→ TO DO
The copy has to match the records word for word and include no pictures.

[Opening DATASET ENTRIES section]

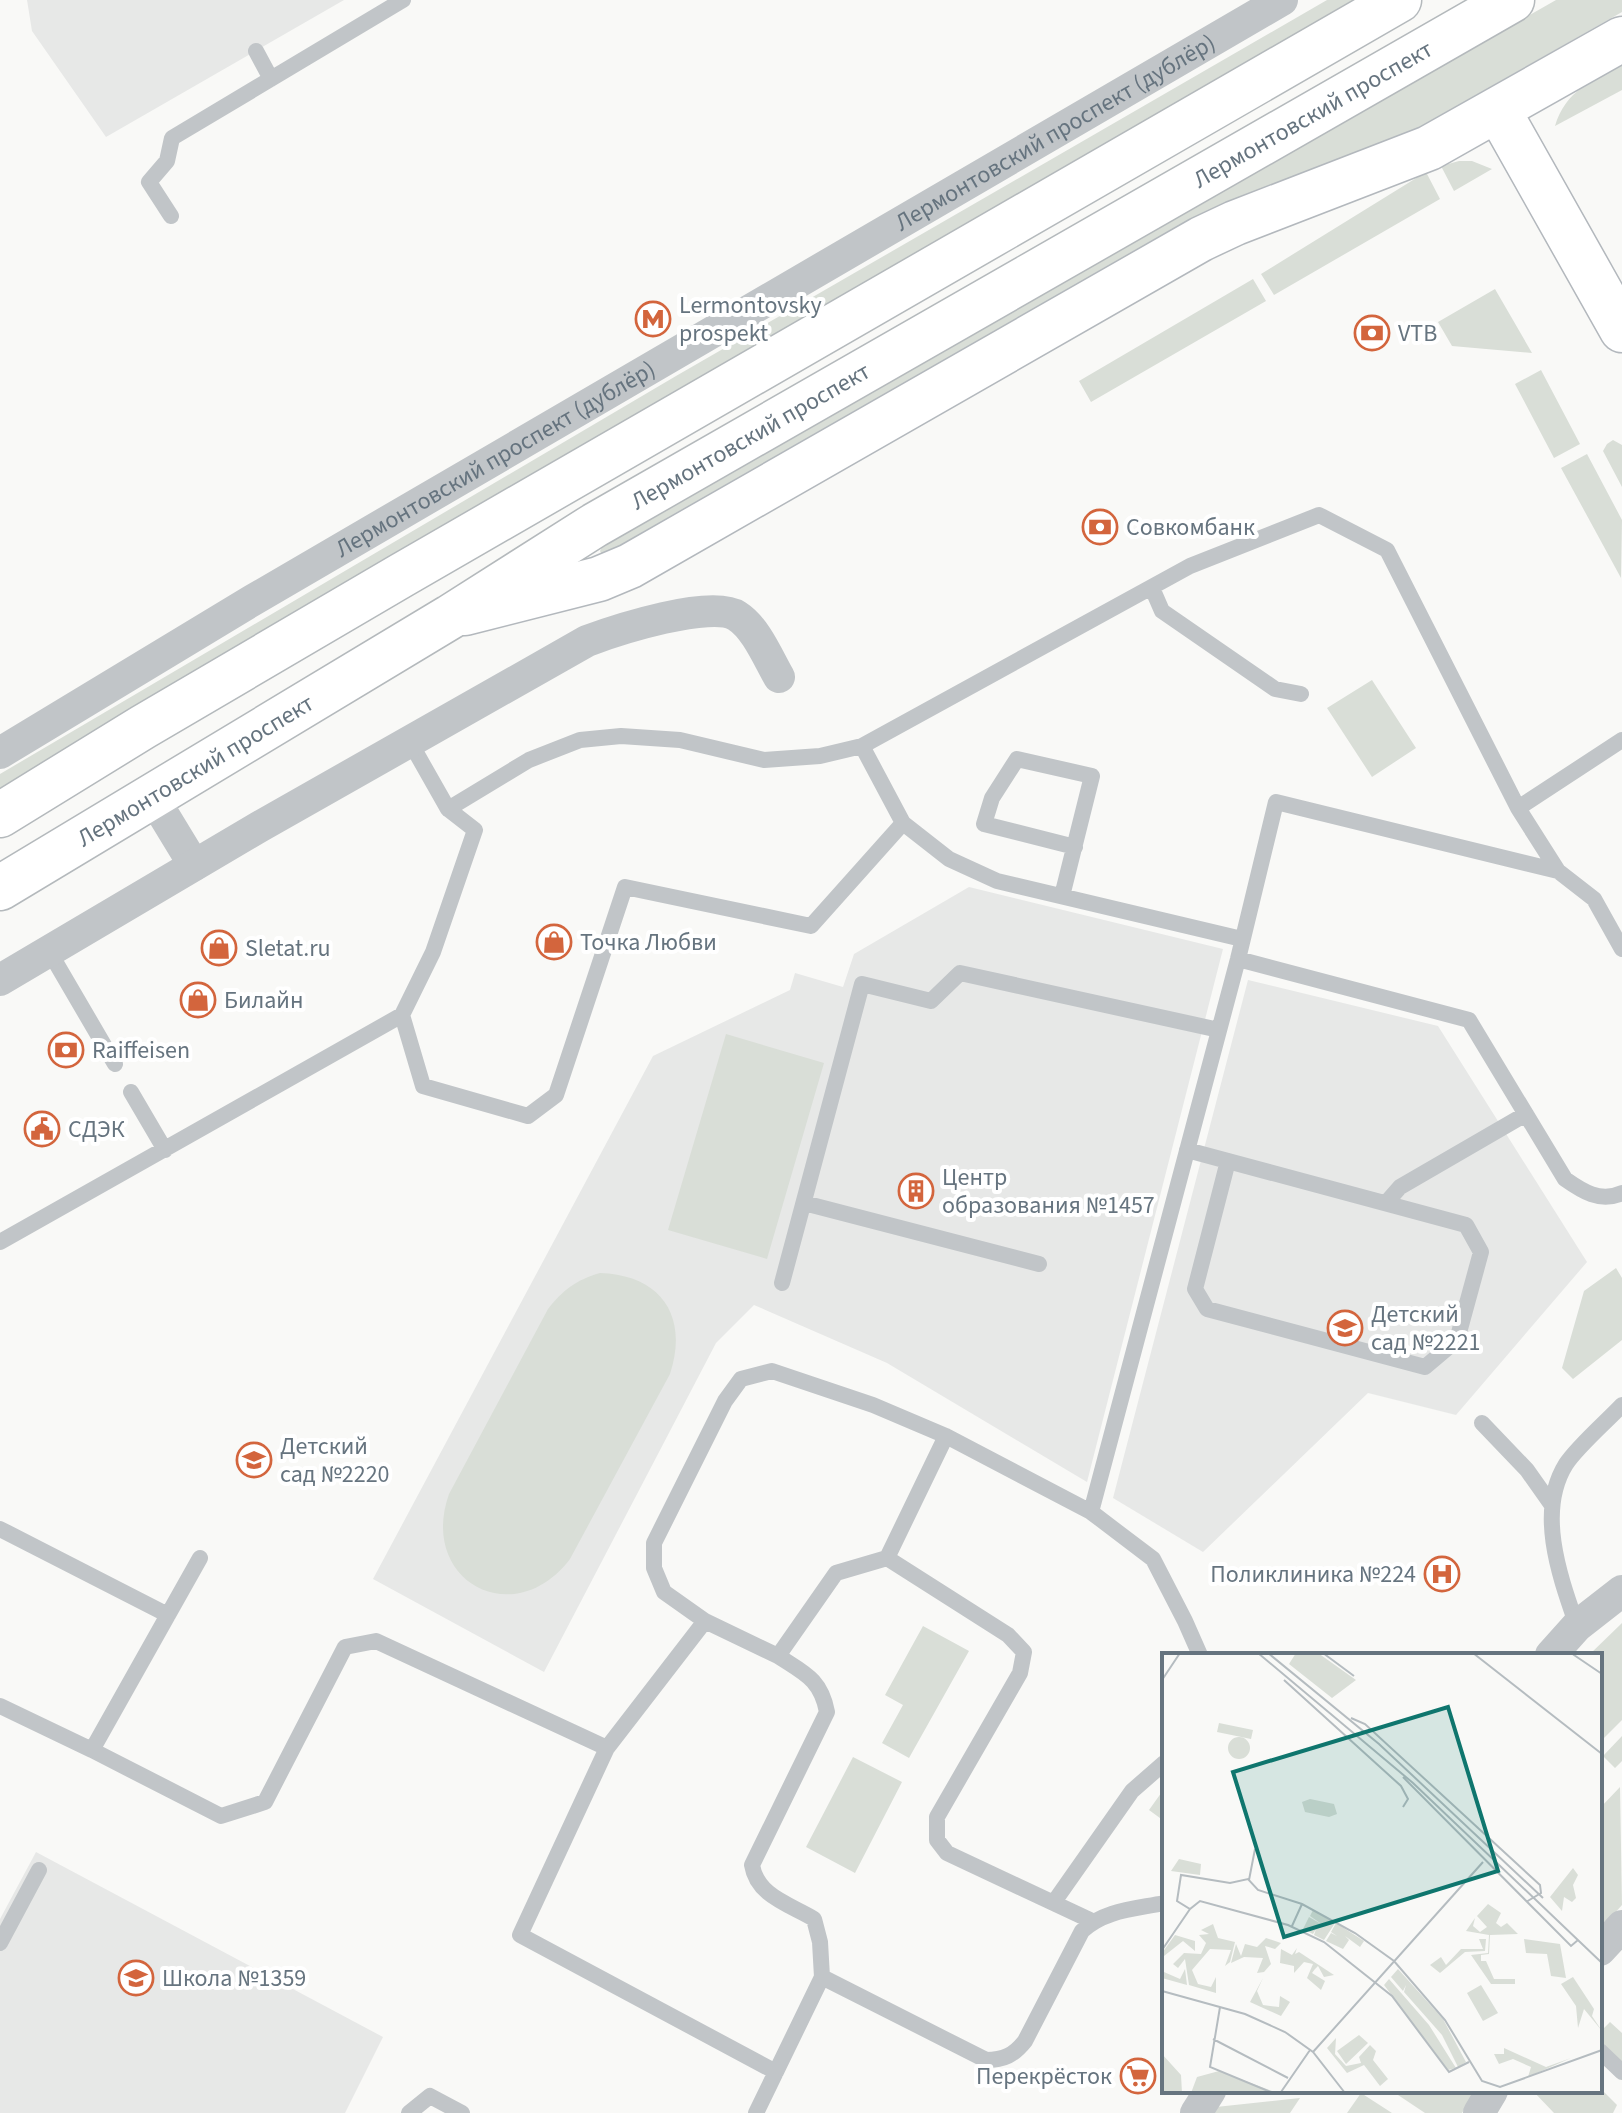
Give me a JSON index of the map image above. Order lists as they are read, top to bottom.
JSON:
{
  "streets": {
    "main road": ["Лермонтовский проспект"],
    "street": ["Лермонтовский проспект (дублёр)"]
  },
  "places": {
    "metro station": ["Lermontovsky prospekt"],
    "bank": ["VTB", "Совкомбанк", "Raiffeisen"],
    "shop": ["Точка Любви", "Sletat.ru", "Билайн"],
    "public building": ["СДЭК"],
    "building": ["Центр образования №1457"],
    "school or university": ["Детский сад №2221", "Детский сад №2220", "Школа №1359"],
    "hospital": ["Поликлиника №224"],
    "supermarket": ["Перекрёсток"]
  }
}
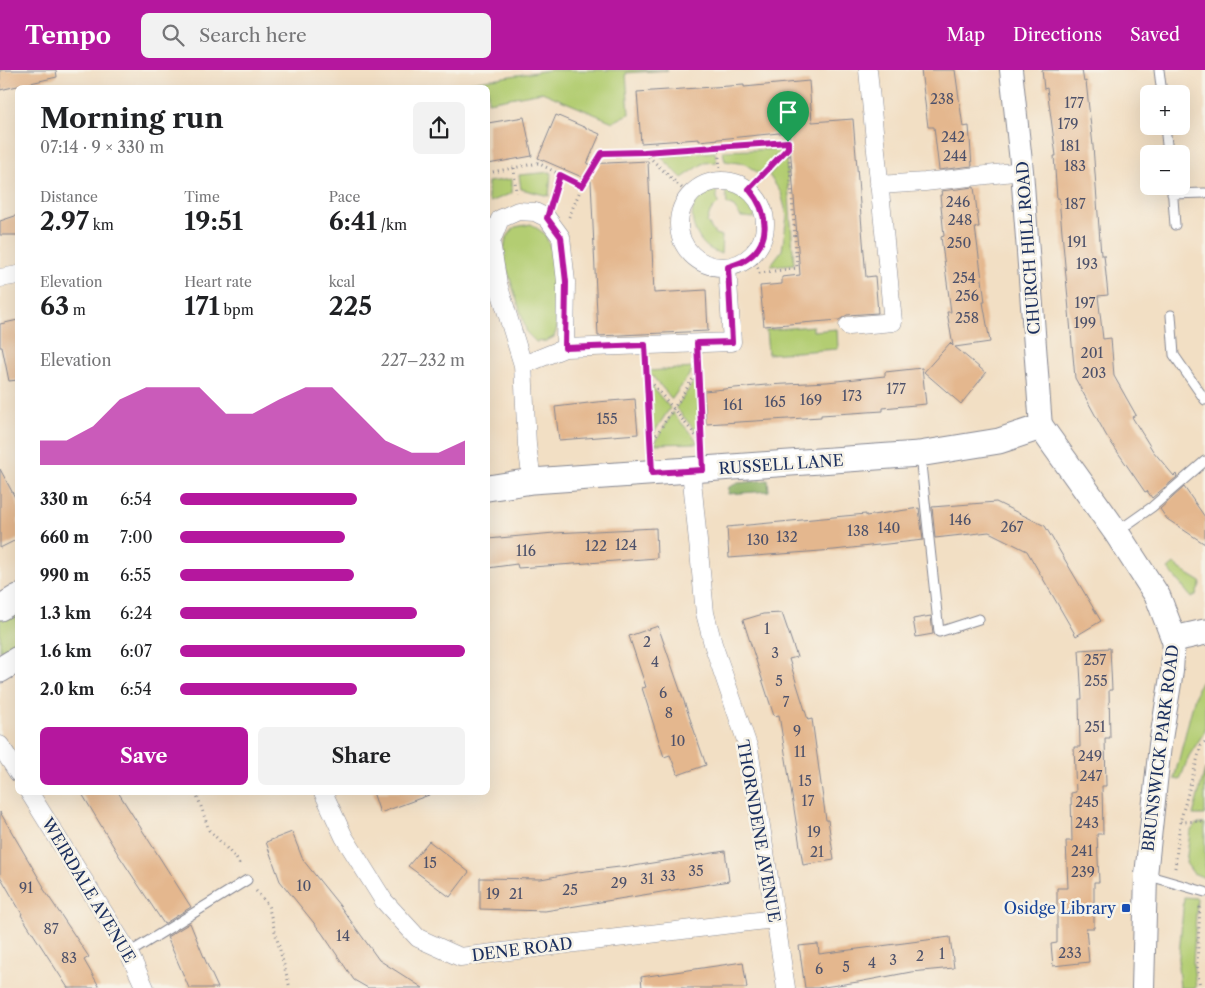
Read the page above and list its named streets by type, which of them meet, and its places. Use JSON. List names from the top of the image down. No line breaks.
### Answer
{"streets":{"main road":["RUSSELL LANE","BRUNSWICK PARK ROAD"],"street":["CHURCH HILL ROAD","THORNDENE AVENUE","WEIRDALE AVENUE","DENE ROAD"]},"crossings":[["CHURCH HILL ROAD","RUSSELL LANE"],["CHURCH HILL ROAD","BRUNSWICK PARK ROAD"],["RUSSELL LANE","BRUNSWICK PARK ROAD"],["RUSSELL LANE","THORNDENE AVENUE"],["THORNDENE AVENUE","DENE ROAD"]],"places":{"transit":["Osidge Library"]},"house_numbers":["238","177","179","242","181","244","183","246","187","248","191","250","193","254","256","197","258","199","201","203","177","173","169","165","161","155","146","267","140","138","132","130","124","122","116","1","2","3","257","4","5","255","6","7","8","251","9","10","11","249","247","15","17","245","243","19","241","21","15","35","239","33","31","29","10","91","25","19","21","87","14","233","1","2","83","3","4","5","6"],"page":{"header":"Tempo","search":"Search here","nav":["Map","Directions","Saved"],"map_buttons":["+","−"],"heading":["Morning run","07:14 · 9 × 330 m"],"stats":[["Distance","2.97 km"],["Time","19:51"],["Pace","6:41 /km"],["Elevation","63 m"],["Heart rate","171 bpm"],["kcal","225"]],"chart":["Elevation","227–232 m"],"list":[{"name":"330 m","note":"6:54"},{"name":"660 m","note":"7:00"},{"name":"990 m","note":"6:55"},{"name":"1.3 km","note":"6:24"},{"name":"1.6 km","note":"6:07"},{"name":"2.0 km","note":"6:54"}],"buttons":["Save","Share"]}}
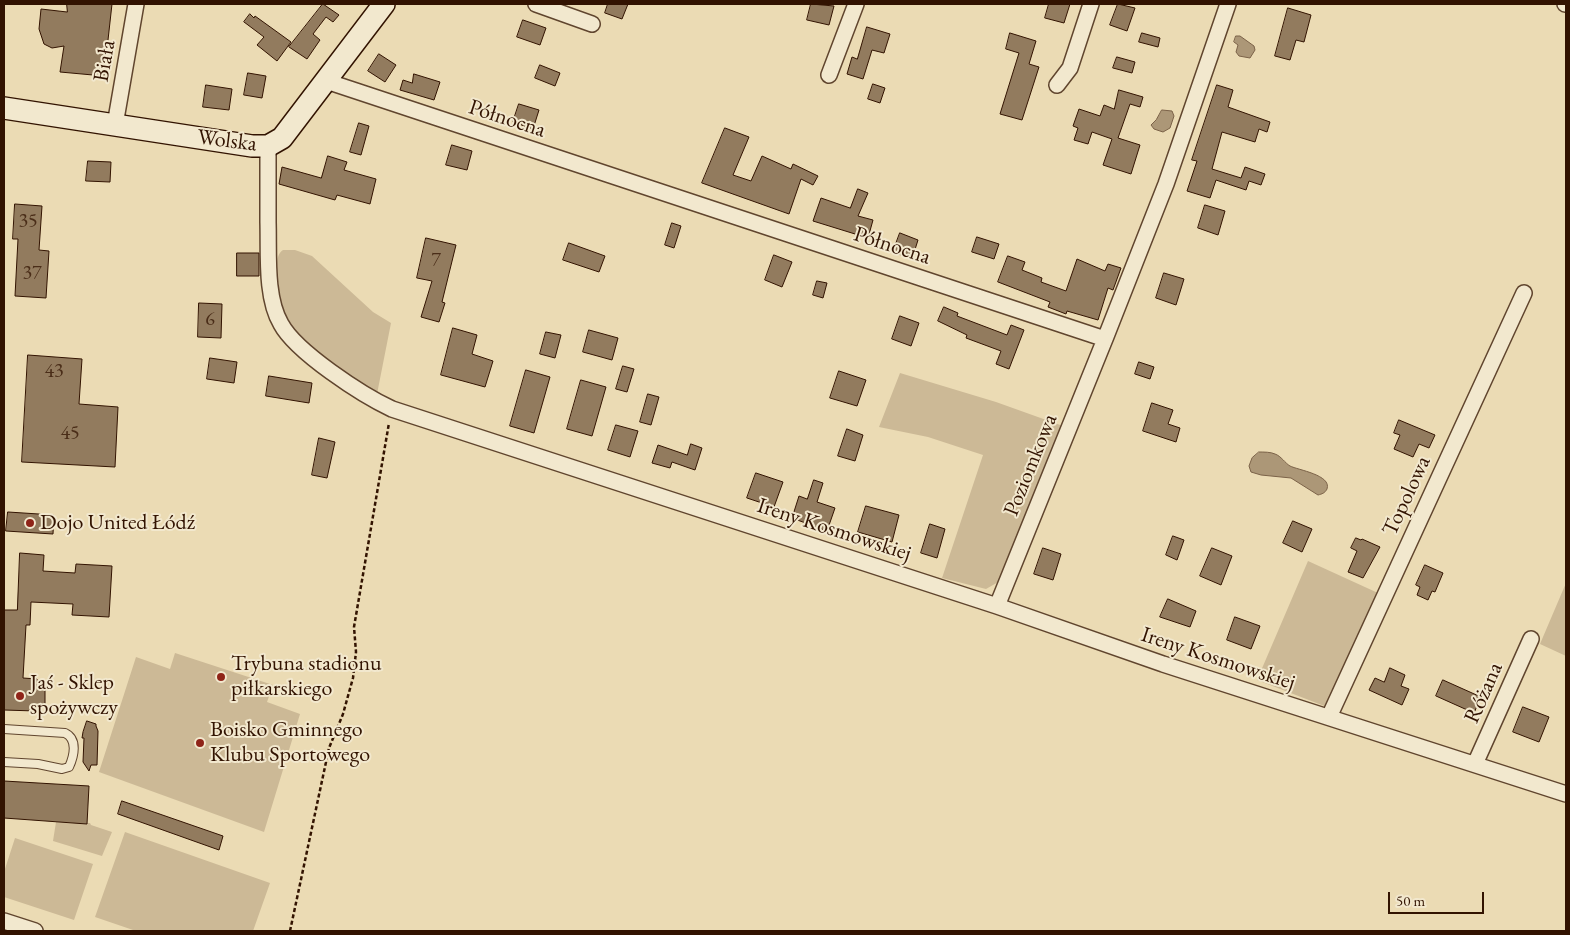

[Closing DATASET ENTRIES section]

→ RESULT OF THE TASK
Give me a JSON index of the map image above. Order lists as they are read, top to bottom.
JSON:
{
  "streets": {
    "main road": ["Лермонтовский проспект"],
    "street": ["Лермонтовский проспект (дублёр)"]
  },
  "places": {
    "metro station": ["Lermontovsky prospekt"],
    "bank": ["VTB", "Совкомбанк", "Raiffeisen"],
    "shop": ["Точка Любви", "Sletat.ru", "Билайн"],
    "public building": ["СДЭК"],
    "building": ["Центр образования №1457"],
    "school or university": ["Детский сад №2221", "Детский сад №2220", "Школа №1359"],
    "hospital": ["Поликлиника №224"],
    "supermarket": ["Перекрёсток"]
  }
}
Read the page above and list its named streets by type, which of them meet, and its places. Use JSON. List names from the top of the image down. No line breaks.
### Answer
{"streets":{"main road":["RUSSELL LANE","BRUNSWICK PARK ROAD"],"street":["CHURCH HILL ROAD","THORNDENE AVENUE","WEIRDALE AVENUE","DENE ROAD"]},"crossings":[["CHURCH HILL ROAD","RUSSELL LANE"],["CHURCH HILL ROAD","BRUNSWICK PARK ROAD"],["RUSSELL LANE","BRUNSWICK PARK ROAD"],["RUSSELL LANE","THORNDENE AVENUE"],["THORNDENE AVENUE","DENE ROAD"]],"places":{"transit":["Osidge Library"]},"house_numbers":["238","177","179","242","181","244","183","246","187","248","191","250","193","254","256","197","258","199","201","203","177","173","169","165","161","155","146","267","140","138","132","130","124","122","116","1","2","3","257","4","5","255","6","7","8","251","9","10","11","249","247","15","17","245","243","19","241","21","15","35","239","33","31","29","10","91","25","19","21","87","14","233","1","2","83","3","4","5","6"],"page":{"header":"Tempo","search":"Search here","nav":["Map","Directions","Saved"],"map_buttons":["+","−"],"heading":["Morning run","07:14 · 9 × 330 m"],"stats":[["Distance","2.97 km"],["Time","19:51"],["Pace","6:41 /km"],["Elevation","63 m"],["Heart rate","171 bpm"],["kcal","225"]],"chart":["Elevation","227–232 m"],"list":[{"name":"330 m","note":"6:54"},{"name":"660 m","note":"7:00"},{"name":"990 m","note":"6:55"},{"name":"1.3 km","note":"6:24"},{"name":"1.6 km","note":"6:07"},{"name":"2.0 km","note":"6:54"}],"buttons":["Save","Share"]}}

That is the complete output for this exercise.